Erste Hamburger Kooperationsvereinbarung

Technische Universität Hamburg-Harburg und Agentur für Arbeit Hamburg bauen Zusammenarbeit aus

16.11.2010

Professor Edwin Kreuzer, Präsident der TU Hamburg-Harburg (links) und der Präsident der Agentur für Arbeit Hamburg werben vor dem Hintergrund des Fachkräftemangels für den ingenieurwissenschaftlichen Nachwuchs.
Professor Edwin Kreuzer, Präsident der TU Hamburg-Harburg (links) und der Präsident der Agentur für Arbeit Hamburg werben vor dem Hintergrund des Fachkräftemangels für den ingenieurwissenschaftlichen Nachwuchs.
Foto: TUHH

Die erste Kooperationsvereinbarung zwischen der Agentur für Arbeit Hamburg und einer Universität ist vereinbart. Am 15. November unterzeichnen der Präsident der TUHH, Prof. Dr.-Ing. Edwin Kreuzer, und der Vorsitzende der Geschäftsführung der Agentur für Arbeit Hamburg, Rolf Steil, die erste Vereinbarung zwischen beiden Institutionen. Hiermit soll die bestehende enge Zusammenarbeit gefestigt und weiterentwickelt werden.
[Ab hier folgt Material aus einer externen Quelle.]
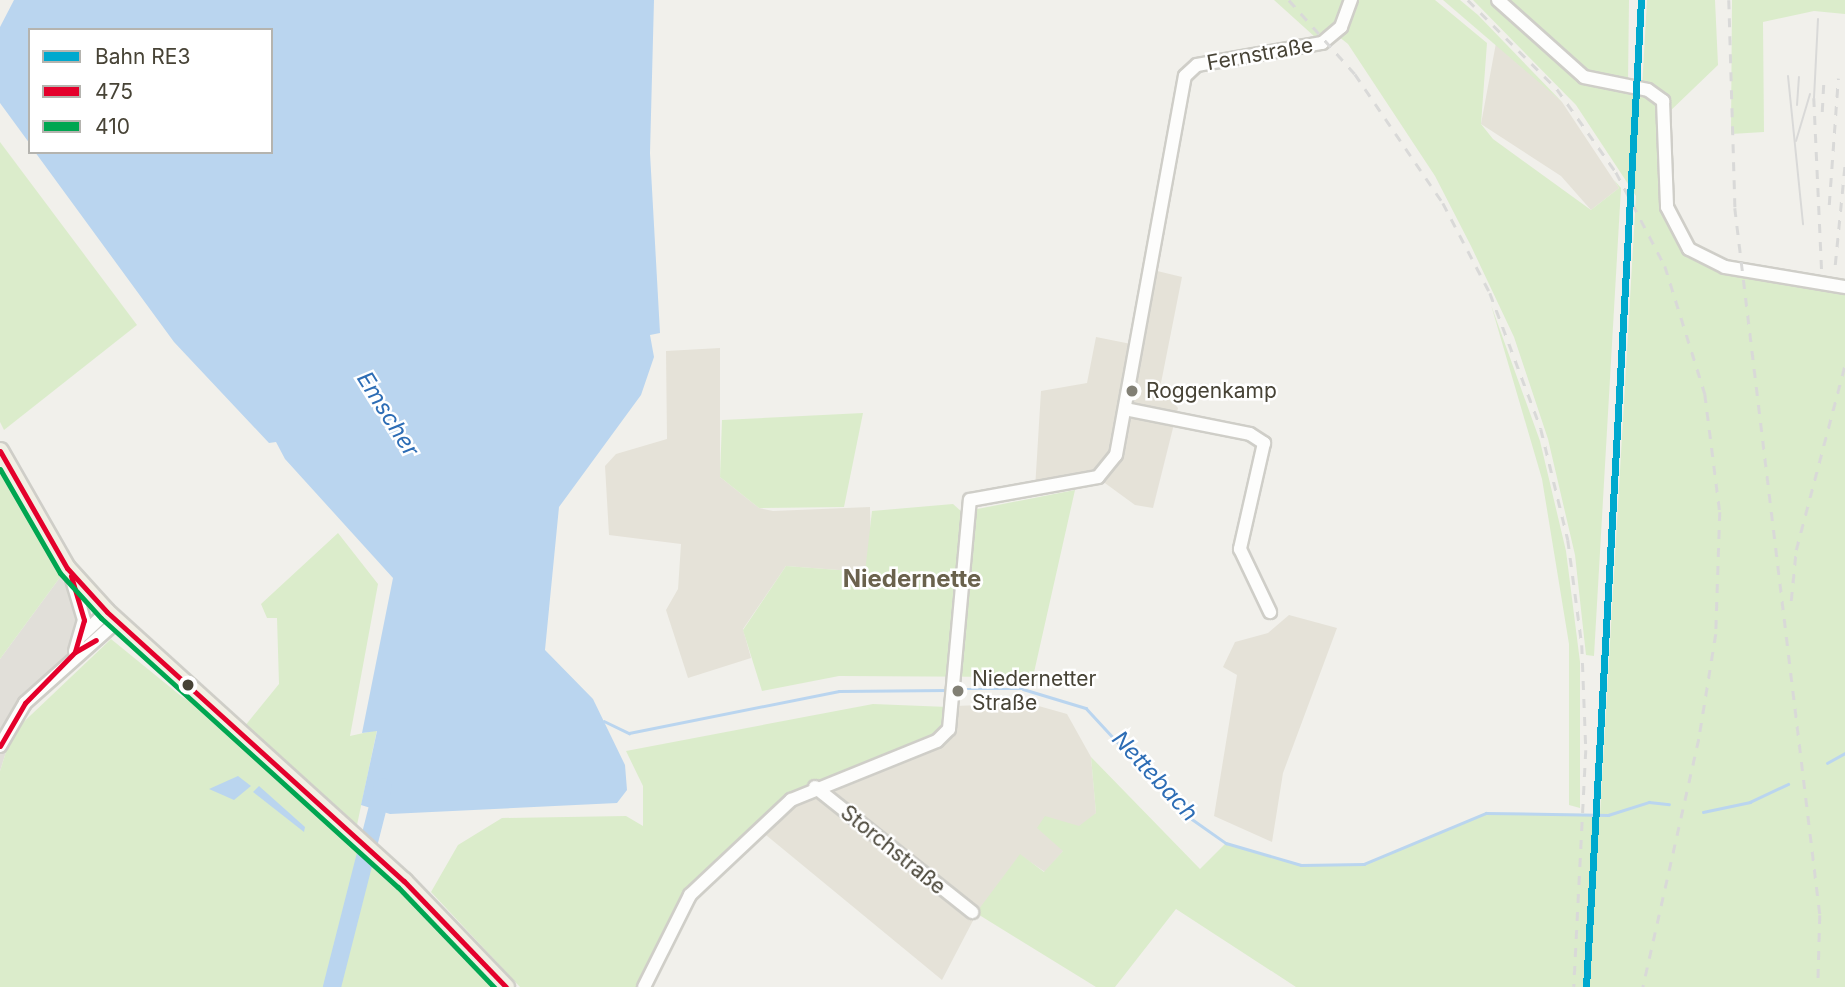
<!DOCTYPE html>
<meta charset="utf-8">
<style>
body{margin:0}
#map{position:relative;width:1845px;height:987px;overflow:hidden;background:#f1f0eb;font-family:Inter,sans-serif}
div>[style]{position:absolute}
.residential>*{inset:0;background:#e5e2d8}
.industrial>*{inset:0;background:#e1dfd9}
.green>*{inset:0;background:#dbeccb}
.water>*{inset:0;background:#bad5ef}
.stream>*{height:2.5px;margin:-1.25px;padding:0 1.25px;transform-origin:1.25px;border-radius:1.25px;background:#bad5ef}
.river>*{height:18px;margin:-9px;padding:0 9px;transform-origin:9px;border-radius:9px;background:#bad5ef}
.roads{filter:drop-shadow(2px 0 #cfcec8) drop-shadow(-2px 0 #cfcec8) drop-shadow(0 2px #cfcec8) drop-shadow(0 -2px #cfcec8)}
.minor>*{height:12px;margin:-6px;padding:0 6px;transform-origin:6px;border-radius:6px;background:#fdfdfc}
.major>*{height:16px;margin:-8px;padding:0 8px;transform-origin:8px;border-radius:8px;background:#f1efe4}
.tram>*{height:2px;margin:-1px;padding:0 1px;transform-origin:1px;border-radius:1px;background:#d9d9d8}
.rail>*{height:2.5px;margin-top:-1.25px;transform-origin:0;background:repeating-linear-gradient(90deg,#d9d9d8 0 9px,transparent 0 18px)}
.bus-1>*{height:5px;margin:-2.5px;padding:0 2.5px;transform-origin:2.5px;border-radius:2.5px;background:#e4002b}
.bus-2>*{height:5px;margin:-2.5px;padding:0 2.5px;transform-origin:2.5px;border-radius:2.5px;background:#00a651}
.rail-1>*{height:7px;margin:-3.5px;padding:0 3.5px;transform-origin:3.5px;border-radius:3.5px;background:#00a9ce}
.dots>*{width:19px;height:19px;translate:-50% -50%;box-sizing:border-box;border:4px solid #fff;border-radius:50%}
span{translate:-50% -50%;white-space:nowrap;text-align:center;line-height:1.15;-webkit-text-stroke:5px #fff;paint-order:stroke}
.street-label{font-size:21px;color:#474336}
.poi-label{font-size:21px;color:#474336}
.left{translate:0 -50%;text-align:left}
.water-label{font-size:23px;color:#2d6db5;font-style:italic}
.quarter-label{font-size:24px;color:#6a624d;font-weight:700}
.legend{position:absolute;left:28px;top:28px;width:245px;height:126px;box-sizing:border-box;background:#fff;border:2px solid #b5b4af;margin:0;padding:9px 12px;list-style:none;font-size:21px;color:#474336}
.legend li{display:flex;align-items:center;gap:14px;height:35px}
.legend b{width:35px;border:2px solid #b5b4af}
</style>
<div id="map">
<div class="residential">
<div style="clip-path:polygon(1496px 43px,1562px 102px,1619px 188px,1591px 210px,1561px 176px,1481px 124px)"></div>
<div style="clip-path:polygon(1149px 269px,1182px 277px,1160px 388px,1178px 408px,1153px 508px,1135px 505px,1098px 478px,1035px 489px,1041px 391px,1087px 383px,1096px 337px,1136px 345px)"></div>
<div style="clip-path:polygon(720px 348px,720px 477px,759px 508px,773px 511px,870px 507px,871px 554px,865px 572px,786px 566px,743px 629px,751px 658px,688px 678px,666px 610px,678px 589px,681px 544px,609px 535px,605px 466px,616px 454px,667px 439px,666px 351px)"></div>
<div style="clip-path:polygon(1289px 615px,1337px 628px,1283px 773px,1272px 842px,1214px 816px,1237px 675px,1223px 667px,1235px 642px,1268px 633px)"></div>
<div style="clip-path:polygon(1028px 703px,1067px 714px,1091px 757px,1096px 813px,1045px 872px,1020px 855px,977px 913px,942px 980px,760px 830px,791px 800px,955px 706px)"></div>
</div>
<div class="industrial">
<div style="clip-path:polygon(61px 576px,81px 621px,72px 652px,32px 692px,32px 709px,12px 733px,0 771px,0 659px)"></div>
</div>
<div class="green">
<div style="clip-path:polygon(1274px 0,1435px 0,1487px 43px,1481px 124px,1493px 139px,1591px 210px,1619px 188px,1614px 180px,1621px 188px,1594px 656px,1586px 655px,1575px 555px,1548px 439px,1514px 337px,1471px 246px,1435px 176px,1348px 44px,1328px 28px,1315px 37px)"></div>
<div style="clip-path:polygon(1443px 0,1460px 0,1478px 15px,1562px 102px)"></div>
<div style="clip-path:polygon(1473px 0,1629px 0,1628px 83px,1642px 89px,1647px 0,1715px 0,1718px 65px,1667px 114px,1666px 182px,1685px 251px,1728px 271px,1845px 292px,1845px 987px,1296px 987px,1176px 909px,1115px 987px,1096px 987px,976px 913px,1020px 854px,1044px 872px,1063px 851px,1037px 828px,1045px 816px,1079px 826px,1096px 813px,1091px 757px,1200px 869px,1226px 843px,1301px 865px,1364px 864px,1486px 813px,1600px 814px,1636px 196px,1576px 105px)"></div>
<div style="clip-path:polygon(1732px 0,1845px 0,1845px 14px,1814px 11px,1763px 22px,1764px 132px,1731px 134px)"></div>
<div style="clip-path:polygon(0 142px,137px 325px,4px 430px,0 422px)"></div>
<div style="clip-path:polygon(1491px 305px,1540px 441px,1566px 551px,1580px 662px,1580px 808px,1569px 805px,1569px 644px,1542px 479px)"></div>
<div style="clip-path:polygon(863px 413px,844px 507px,759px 508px,720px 477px,722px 420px)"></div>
<div style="clip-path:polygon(0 451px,61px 576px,0 659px)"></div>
<div style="clip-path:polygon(1075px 490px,1033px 677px,839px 676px,762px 691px,743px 630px,786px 566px,865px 572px,872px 511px,953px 504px,962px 512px)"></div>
<div style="clip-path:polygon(338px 533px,378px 584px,350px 736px,377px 730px,353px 844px,393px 871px,393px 886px,426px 902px,506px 987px,0 987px,0 771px,12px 733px,111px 639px,181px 696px,240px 732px,279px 684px,277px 618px,267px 618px,261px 604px)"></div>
<div style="clip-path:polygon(873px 704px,948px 707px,952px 714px,937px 741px,815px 787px,702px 882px,644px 987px,520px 987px,431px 892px,458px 845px,502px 818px,626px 816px,643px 826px,643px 786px,626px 751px)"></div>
</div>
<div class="water">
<div style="clip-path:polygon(14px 0,654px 0,650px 153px,660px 333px,650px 335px,654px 357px,641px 395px,559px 507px,545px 650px,593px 699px,625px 765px,627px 790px,617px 803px,390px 814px,361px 805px,377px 731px,362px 733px,393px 578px,285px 459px,276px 442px,269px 443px,174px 342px,35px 152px,271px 152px,271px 30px,30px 30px,30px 144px,0 103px,0 27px)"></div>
<div style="clip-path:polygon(238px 776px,251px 786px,234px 800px,209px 789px)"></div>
<div style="clip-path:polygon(259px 786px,305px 827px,304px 832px,253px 792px)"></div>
</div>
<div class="stream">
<div style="left:957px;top:689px;width:66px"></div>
<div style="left:1023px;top:689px;width:66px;rotate:16.8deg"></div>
<div style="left:1086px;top:708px;width:142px;rotate:47.3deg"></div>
<div style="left:1182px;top:812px;width:54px;rotate:35.2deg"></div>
<div style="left:1226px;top:843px;width:78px;rotate:16.3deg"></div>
<div style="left:1301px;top:865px;width:63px;rotate:-0.9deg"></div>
<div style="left:1364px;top:864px;width:132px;rotate:-22.7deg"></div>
<div style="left:1486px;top:813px;width:122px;rotate:0.9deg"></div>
<div style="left:1608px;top:815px;width:43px;rotate:-17.6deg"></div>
<div style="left:1649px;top:802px;width:20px;rotate:6deg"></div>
<div style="left:604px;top:721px;width:28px;rotate:26deg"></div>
<div style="left:629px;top:733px;width:214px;rotate:-11.3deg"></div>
<div style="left:839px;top:691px;width:108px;rotate:-0.5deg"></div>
<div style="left:1827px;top:763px;width:21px;rotate:-29deg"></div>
<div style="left:1703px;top:812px;width:48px;rotate:-12deg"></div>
<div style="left:1750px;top:802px;width:42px;rotate:-25.3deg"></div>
</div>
<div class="river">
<div style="left:332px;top:987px;width:206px;rotate:-75.7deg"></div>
</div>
<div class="roads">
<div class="minor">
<div style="left:1498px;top:0;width:115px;rotate:41.8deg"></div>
<div style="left:1584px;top:77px;width:65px;rotate:11.5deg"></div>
<div style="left:1648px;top:90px;width:19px;rotate:36deg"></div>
<div style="left:1663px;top:101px;width:106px;rotate:87.8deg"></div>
<div style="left:1667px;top:207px;width:47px;rotate:62.4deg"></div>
<div style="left:1689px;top:249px;width:40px;rotate:26.6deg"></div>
<div style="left:1725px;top:267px;width:122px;rotate:9.5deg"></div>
<div style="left:1125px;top:409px;width:127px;rotate:11.3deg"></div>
<div style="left:1250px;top:434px;width:17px;rotate:33deg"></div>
<div style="left:1264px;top:443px;width:109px;rotate:102.8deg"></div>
<div style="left:1240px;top:549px;width:70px;rotate:64.5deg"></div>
<div style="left:71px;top:576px;width:46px;rotate:73.5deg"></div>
<div style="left:84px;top:620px;width:33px;rotate:106deg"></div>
<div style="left:82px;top:635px;width:34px;rotate:-43deg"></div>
<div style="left:0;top:746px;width:50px;rotate:-59.8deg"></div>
<div style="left:25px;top:703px;width:123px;rotate:-41.7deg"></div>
<div style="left:815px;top:787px;width:201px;rotate:38.5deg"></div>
<div style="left:644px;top:987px;width:103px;rotate:-63.4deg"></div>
<div style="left:690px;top:895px;width:139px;rotate:-43.2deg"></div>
<div style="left:791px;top:800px;width:157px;rotate:-22deg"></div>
<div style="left:937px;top:741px;width:17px;rotate:-45deg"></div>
<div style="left:949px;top:729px;width:230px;rotate:-84.8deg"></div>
<div style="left:970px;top:500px;width:130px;rotate:-10.2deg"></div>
<div style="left:1098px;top:477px;width:28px;rotate:-51deg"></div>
<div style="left:1116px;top:455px;width:385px;rotate:-79.7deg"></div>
<div style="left:1185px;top:76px;width:16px;rotate:-43deg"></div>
<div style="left:1197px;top:65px;width:127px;rotate:-10deg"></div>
<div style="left:1322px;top:43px;width:25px;rotate:-40deg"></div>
<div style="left:1341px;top:27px;width:29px;rotate:-70deg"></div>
</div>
<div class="major">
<div style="left:0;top:451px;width:135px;rotate:60.2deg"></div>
<div style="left:67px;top:568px;width:59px;rotate:47.7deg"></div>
<div style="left:107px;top:612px;width:401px;rotate:42.2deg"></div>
<div style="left:404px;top:881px;width:147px;rotate:46.1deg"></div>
</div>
</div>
<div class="tram">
<div style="left:1788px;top:76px;width:149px;rotate:84.2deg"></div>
<div style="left:1814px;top:98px;width:79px;rotate:-87.1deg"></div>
<div style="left:1797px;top:105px;width:28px;rotate:-86deg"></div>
<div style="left:1796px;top:141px;width:49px;rotate:-73.4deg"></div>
</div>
<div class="rail">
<div style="left:1289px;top:0;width:99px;rotate:48.3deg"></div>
<div style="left:1355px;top:74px;width:156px;rotate:55.7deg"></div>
<div style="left:1443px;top:203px;width:102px;rotate:62.4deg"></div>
<div style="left:1490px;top:293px;width:145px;rotate:69.4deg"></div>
<div style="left:1541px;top:429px;width:114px;rotate:76.3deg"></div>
<div style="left:1568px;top:540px;width:106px;rotate:82.4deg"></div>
<div style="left:1582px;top:645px;width:105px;rotate:87.8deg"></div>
<div style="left:1586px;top:750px;width:237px;rotate:92.9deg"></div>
<div style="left:1468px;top:0;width:126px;rotate:45deg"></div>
<div style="left:1557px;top:89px;width:102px;rotate:54.6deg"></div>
<div style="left:1616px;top:172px;width:106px;rotate:62.5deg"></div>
<div style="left:1665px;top:266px;width:134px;rotate:72.6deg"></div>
<div style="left:1705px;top:394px;width:119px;rotate:82.8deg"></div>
<div style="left:1720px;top:512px;width:122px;rotate:91.9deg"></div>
<div style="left:1716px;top:634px;width:106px;rotate:99.2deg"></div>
<div style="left:1699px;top:739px;width:254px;rotate:102.7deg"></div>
<div style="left:1729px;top:0;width:208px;rotate:88.3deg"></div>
<div style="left:1735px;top:208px;width:712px;rotate:83.14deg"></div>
<div style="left:1820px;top:915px;width:72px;rotate:91.6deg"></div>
<div style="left:1814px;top:98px;width:175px;rotate:87.4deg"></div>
<div style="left:1822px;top:112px;width:35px;rotate:-87deg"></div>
<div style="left:1829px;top:205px;width:127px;rotate:-85.9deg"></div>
<div style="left:1835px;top:265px;width:102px;rotate:-84.4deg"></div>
<div style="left:1791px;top:601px;width:51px;rotate:-84.4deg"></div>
<div style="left:1796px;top:550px;width:192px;rotate:-75.2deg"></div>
</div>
<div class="bus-1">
<div style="left:0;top:451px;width:135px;rotate:60.2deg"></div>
<div style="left:67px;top:568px;width:59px;rotate:47.7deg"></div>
<div style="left:107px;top:612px;width:401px;rotate:42.2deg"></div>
<div style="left:404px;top:881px;width:147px;rotate:46.1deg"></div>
<div style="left:71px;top:576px;width:46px;rotate:73.5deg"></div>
<div style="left:84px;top:620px;width:33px;rotate:106deg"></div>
<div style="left:0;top:746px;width:50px;rotate:-59.8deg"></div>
<div style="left:25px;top:703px;width:71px;rotate:-45.6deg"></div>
<div style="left:75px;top:652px;width:24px;rotate:-30deg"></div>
</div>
<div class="bus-2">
<div style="left:0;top:469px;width:120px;rotate:60deg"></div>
<div style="left:60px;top:573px;width:61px;rotate:47.7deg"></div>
<div style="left:101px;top:618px;width:401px;rotate:42.2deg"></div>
<div style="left:398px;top:887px;width:139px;rotate:46.2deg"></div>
</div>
<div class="rail-1">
<div style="left:1586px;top:987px;width:989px;rotate:-86.81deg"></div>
</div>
<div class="dots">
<div style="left:1132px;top:391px;background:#828075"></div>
<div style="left:188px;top:685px;background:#474336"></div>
<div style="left:958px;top:691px;background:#828075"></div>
</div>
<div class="street-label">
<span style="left:1260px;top:54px;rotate:-10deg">Fernstraße</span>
<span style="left:893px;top:850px;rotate:39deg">Storchstraße</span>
</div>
<div class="poi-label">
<span class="left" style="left:1146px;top:391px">Roggenkamp</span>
<span class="left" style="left:972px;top:691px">Niedernetter<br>Straße</span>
</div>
<div class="water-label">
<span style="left:388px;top:414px;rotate:58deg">Emscher</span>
<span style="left:1155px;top:776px;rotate:47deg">Nettebach</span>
</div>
<div class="quarter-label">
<span style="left:912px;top:579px">Niedernette</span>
</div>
<ul class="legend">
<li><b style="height:9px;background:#00a9ce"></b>Bahn RE3</li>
<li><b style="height:9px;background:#e4002b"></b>475</li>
<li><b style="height:9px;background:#00a651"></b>410</li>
</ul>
</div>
Gemeinsames Ziel ist es, Studieninteressierte und Studierende in Hamburg individuell, frühzeitig, umfassend und so gut zu beraten, dass sie ein Studium der Ingenieurwissenschaften erfolgreich absolvieren können. Der gemeinsame Informationsaustausch über neue Studiengänge und -inhalte, Veränderungen durch den Bologna-Prozess, über den Akademiker-Arbeitsmarkt und weitere den Arbeitsmarkt für Ingenieure betreffende Themen wird intensiviert.

"Wir brauchen dringend mehr Studierende an den Hochschulen, denn der Fachkräftebedarf steigt. Er wird durch die demografische Entwicklung und eine alternde Mitarbeiterstruktur in den Unternehmen weiter steigen. Weiterhin zeigt die aktuelle Beschäftigungsentwicklung deutlich, dass der zukünftige Arbeitsmarkt mehr Qualifizierte mit Hochschul- und Fachhochschulabschluss in MINT-Berufen benötigt. Arbeitgeberverbände der Metall- und Elektro-Industrie schätzen den Gesamtbedarf allein von MINT-Akademikern bis zum Jahr 2020 auf 1.3 Millionen", erklärt Rolf Steil, Vorsitzender der Geschäftsführung in der Agentur für Arbeit Hamburg. "Nachwuchsförderung wird an der Technischen Universität Hamburg-Harburg groß geschrieben. Mit einer Vielzahl unterschiedlicher Projekte und Angebote für die Schülerinnen und Schüler wie auch für Jung-Ingenieure wirbt die TU erfolgreich wie die neuesten Zahlen zum Wintersemester eindrucksvoll belegen. Durch die heute beschlossene Zusammenarbeit mit der Agentur für Arbeit wird die TUHH ihre Anstrengungen auf diesem Gebiet der Förderung ingenieurwissenschaftlichen Nachwuchses weiter intensivieren," sagt der Präsident der TU Hamburg-Harburg. Prof. Dr.- Ing. Edwin Kreuzer.

20 Beraterinnen und Berater des "Team-Akademische-Berufe" der Arbeitsagentur bauen mit der Zentralen Studienberatung sowie dem Alumni & Career-Center der TUHH ihre qualifizierte Studien- und Berufsberatung aus. Davon profitieren Studierende wie regionale Unternehmen: Eine arbeitsmarktnahe Studiengestaltung unterstützt marktgängige Qualifikationen und erleichtert somit den Übergang vom Studium in die Arbeitswelt.